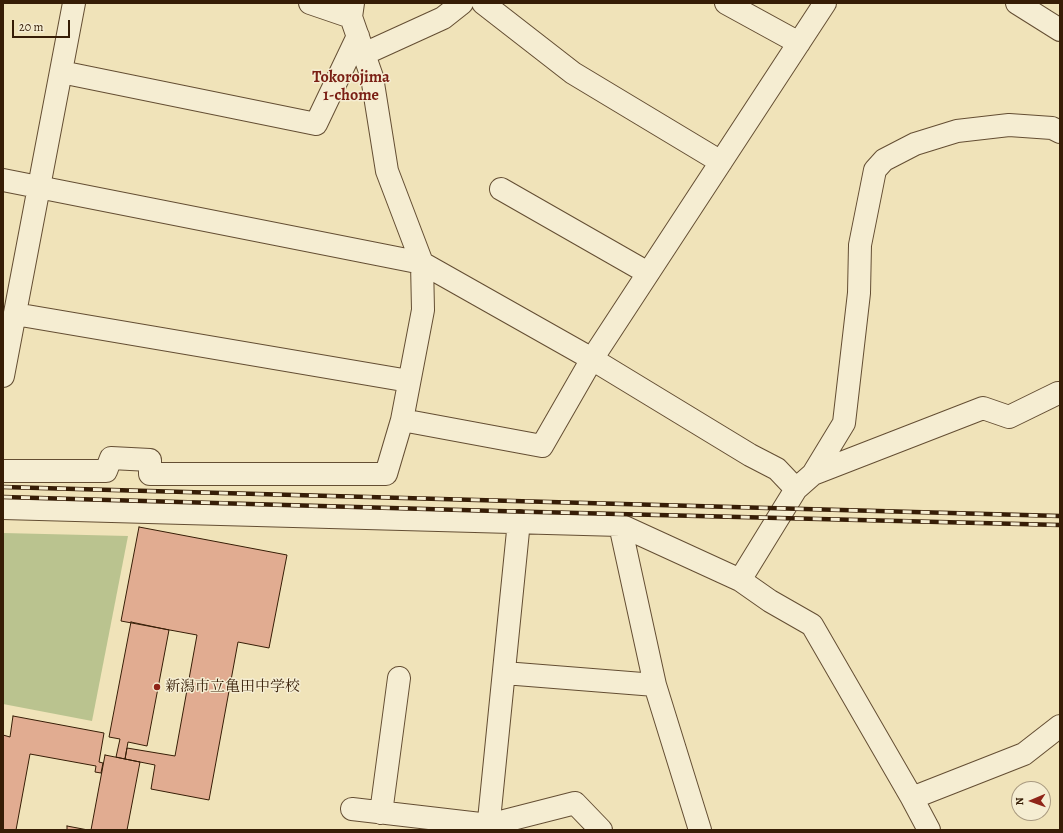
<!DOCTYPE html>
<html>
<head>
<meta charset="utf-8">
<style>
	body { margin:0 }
	#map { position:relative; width:1063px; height:833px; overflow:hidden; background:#f0e3b9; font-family:Alegreya,serif }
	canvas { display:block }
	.frame { position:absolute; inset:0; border:4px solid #361d06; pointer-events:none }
	.north { position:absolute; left:1011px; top:781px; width:40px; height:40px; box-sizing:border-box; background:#f5edd2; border:1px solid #a99a80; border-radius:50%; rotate:268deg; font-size:11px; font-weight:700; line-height:16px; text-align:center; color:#361d06 }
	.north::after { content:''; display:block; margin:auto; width:14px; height:18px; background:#8f2418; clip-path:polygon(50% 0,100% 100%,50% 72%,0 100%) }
	.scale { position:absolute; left:12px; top:20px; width:58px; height:18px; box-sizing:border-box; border:2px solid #361d06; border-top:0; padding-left:5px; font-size:12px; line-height:14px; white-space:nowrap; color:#361d06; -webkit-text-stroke:3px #f5edd2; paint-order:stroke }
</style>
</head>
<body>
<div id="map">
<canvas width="1063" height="833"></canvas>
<div class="frame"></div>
<div class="north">N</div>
<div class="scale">20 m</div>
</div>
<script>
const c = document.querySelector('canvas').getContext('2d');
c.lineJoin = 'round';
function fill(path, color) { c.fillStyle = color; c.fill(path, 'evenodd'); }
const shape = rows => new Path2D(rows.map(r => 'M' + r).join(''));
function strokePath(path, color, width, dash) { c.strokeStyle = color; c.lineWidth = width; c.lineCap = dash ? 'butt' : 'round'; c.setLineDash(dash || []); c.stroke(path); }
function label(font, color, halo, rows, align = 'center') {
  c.font = font + ' Alegreya,"Noto Serif JP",serif'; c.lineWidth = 3; c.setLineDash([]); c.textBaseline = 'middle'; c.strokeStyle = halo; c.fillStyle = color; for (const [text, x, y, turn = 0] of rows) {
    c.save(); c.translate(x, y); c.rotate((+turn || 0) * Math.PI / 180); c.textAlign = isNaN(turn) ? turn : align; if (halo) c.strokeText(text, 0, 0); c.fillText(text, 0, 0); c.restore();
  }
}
fill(shape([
	[3,533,128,536,92,721,3,704]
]), '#bac38f');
const building = shape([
	[139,527,287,555,269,648,238,642,209,800,151,789,155,765,125,759,127,748,175,756,197,635,121,621,139,527],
	[131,622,169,630,147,746,128,742,125,759,116,757,120,739,109,737,131,622],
	[13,716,104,733,99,762,103,763,101,773,95,772,96,766,30,754,16,830,3,830,3,735,10,737,13,716],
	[105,755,140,762,127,830,91,830,105,755],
	[67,826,88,830,67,830,67,826]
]);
fill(building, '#e1ac91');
strokePath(building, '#361d06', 1);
const minor = shape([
	[310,3,351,17],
	[353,3,351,17,372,77,387,171,422,263,423,310,402,420,542,446,592,359,825,3],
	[483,3,573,73,721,162],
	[726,3,799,43],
	[1017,3,1060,30],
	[364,54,443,18,462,3],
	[61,72,316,124,358,36],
	[3,180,422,263,592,359,750,455,777,469,796,489],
	[501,189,648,273],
	[15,314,409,381],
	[3,376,74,3],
	[3,471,106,471,111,458,150,460,150,474,386,474,402,420],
	[813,474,983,408,1009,417,1058,393,1060,393],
	[3,508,620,525,740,580,770,601,812,625,912,798,929,830],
	[620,525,655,685,700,830],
	[740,580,796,489,813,474,844,423,859,293,860,245,875,170,884,160,915,144,957,131,1009,125,1052,128,1060,132],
	[504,673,655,685],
	[912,798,1024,754,1060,726],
	[352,809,489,825,575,803,601,830],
	[381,813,399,678],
	[488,830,519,521]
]);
strokePath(minor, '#644e33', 24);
strokePath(minor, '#f5edd2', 22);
const rail = shape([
	[3,487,1060,516],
	[3,497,497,511,1060,525]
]);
strokePath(rail, '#361d06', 4.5);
strokePath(rail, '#f5edd2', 3, [9]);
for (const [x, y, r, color] of [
	[157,687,4,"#8f2418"]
]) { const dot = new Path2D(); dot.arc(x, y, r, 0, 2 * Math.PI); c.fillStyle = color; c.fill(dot); strokePath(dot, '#f5edd2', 1.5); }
label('15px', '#361d06', '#f5edd2', [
	["新潟市立亀田中学校",165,687]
], 'left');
label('bold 16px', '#7a1f14', '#f5edd2', [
	["Tokorojima",351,78],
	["1-chome",351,96]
]);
</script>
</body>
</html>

● ● ● ●

> [What is required] Print exactly the lines from the first line of the records above through the line containing "position:absolute; left:1011px; top:781px;", both included, and leave the pictures out.

> [Exercise result]
<!DOCTYPE html>
<html>
<head>
<meta charset="utf-8">
<style>
	body { margin:0 }
	#map { position:relative; width:1063px; height:833px; overflow:hidden; background:#f0e3b9; font-family:Alegreya,serif }
	canvas { display:block }
	.frame { position:absolute; inset:0; border:4px solid #361d06; pointer-events:none }
	.north { position:absolute; left:1011px; top:781px; width:40px; height:40px; box-sizing:border-box; background:#f5edd2; border:1px solid #a99a80; border-radius:50%; rotate:268deg; font-size:11px; font-weight:700; line-height:16px; text-align:center; color:#361d06 }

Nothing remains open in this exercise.